Ad ascoltare le sue tesi sembra di parlare con un leader degli indignados: soppressione del mercato dei derivati, abbattimento dell’interesse degli azionisti, radicale riforma del sistema monetario. Invece lui è Francois Morin, docente di scienze economiche all’università di Toulouse-I, ma soprattutto membro, per nove anni, del Consiglio generale della Banca di Francia. Un banchiere centrale che attacca la finanza speculativa, il cui potere è arrivato all’apice proprio grazie al benestare delle autorità? Morin lo fa in tutte le 132 pagine del suo Un mondo senza Wall Street?, nuovo libro appena tradotto in italiano con Tropea.

Professor Morin, perché dovremmo privarci della più grande Borsa mondiale?
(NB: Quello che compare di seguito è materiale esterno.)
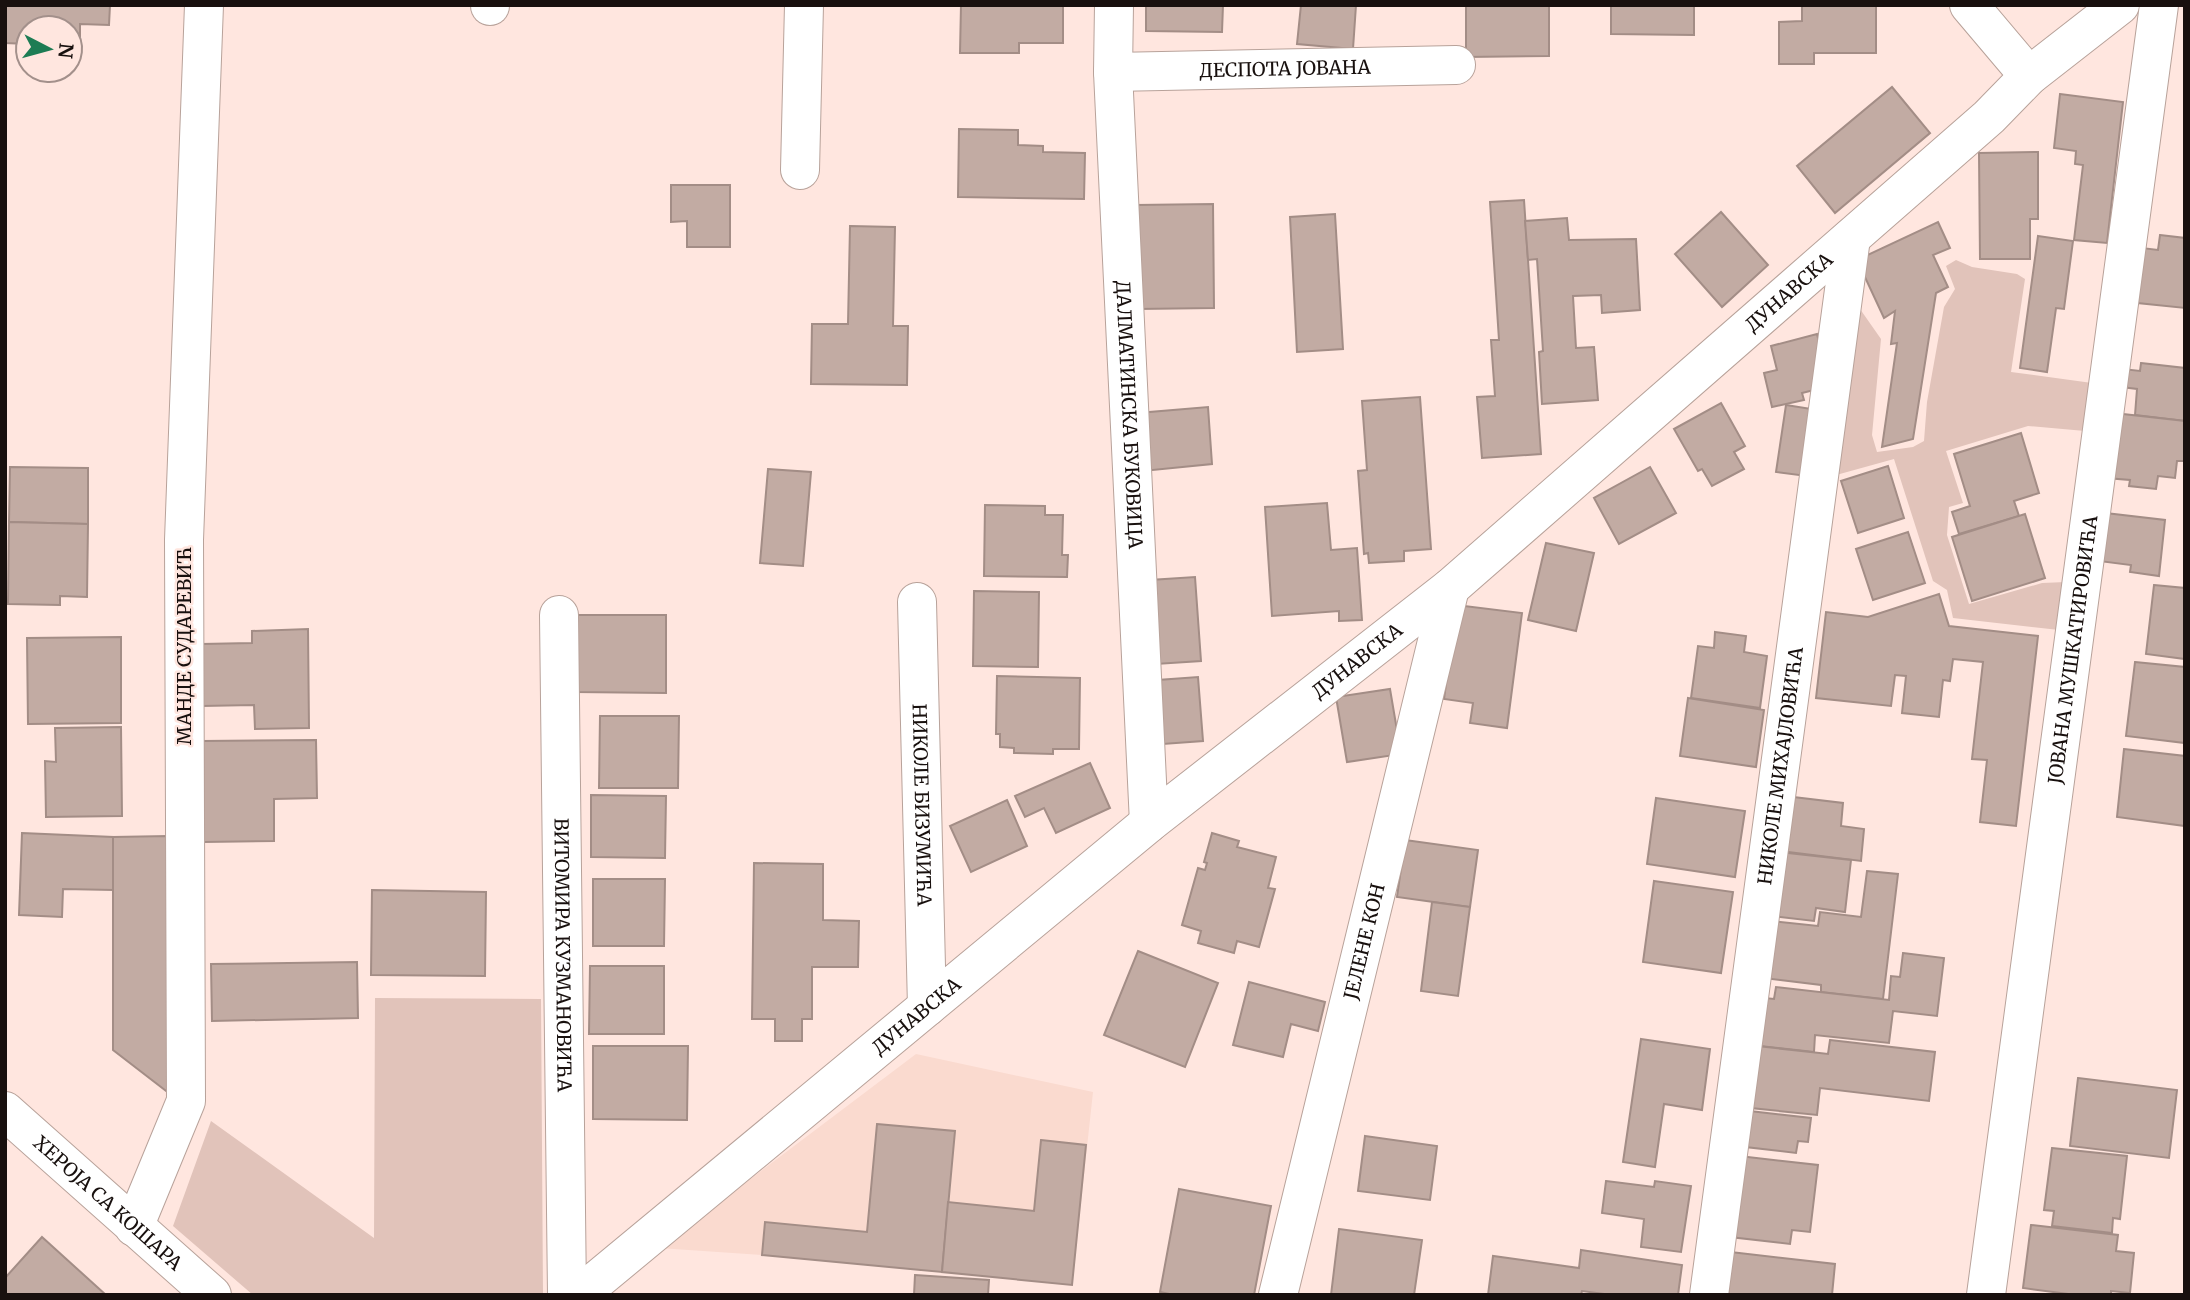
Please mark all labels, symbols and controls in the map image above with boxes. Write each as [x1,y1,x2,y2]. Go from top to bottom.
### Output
north arrow [14,14,84,84]
text: N [53,42,79,59]
street label: ДЕСПОТА ЈОВАНА [1199,55,1371,82]
street label: ДУНАВСКА [1740,247,1838,336]
street label: ДАЛМАТИНСКА БУКОВИЦА [1111,280,1148,550]
street label: ЈОВАНА МУШКАТИРОВИЋА [2043,513,2102,786]
street label: МАНДЕ СУДАРЕВИЋ [172,547,196,745]
street label: ДУНАВСКА [1307,618,1407,703]
street label: НИКОЛЕ МИХАЈЛОВИЋА [1752,645,1808,886]
street label: НИКОЛЕ БИЗУМИЋА [908,703,937,907]
street label: ВИТОМИРА КУЗМАНОВИЋА [549,818,577,1093]
street label: ЈЕЛЕНЕ КОН [1338,881,1390,1003]
street label: ДУНАВСКА [867,972,966,1059]
street label: ХЕРОЈА СА КОШАРА [29,1130,188,1276]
Il titolo è un po’ provocatorio, ma ha l’obiettivo è lanciare un allarme. La crisi del debito sovrano non è finita e la logica che l’ha provocata resta dominante. I debiti sovrani non sono sostenibili finanziariamente e i paesi a rischio sono tanti: la Spagna, il Belgio, l’Italia con il suo debito che arriva al 120% del Pil, ma anche stati extraeuropei come il Giappone e gli Stati Uniti. Qui si rischia una nuova crisi, ma questa volta sarebbe una vera catastrofe, perché i mezzi usati finora per tappare le falle non ci sono più: mancano i soldi per ricapitalizzare le banche, per rilanciare l’attività economica. Dunque siamo di fronte ad un evento eccezionale, un evento simile alla crisi del ’29. Con questo libro voglio lanciare un grido d’allarme, e lo faccio io perché i politici, che si definiscono responsabili, non osano perché vogliono evitare di spaventare gli elettori.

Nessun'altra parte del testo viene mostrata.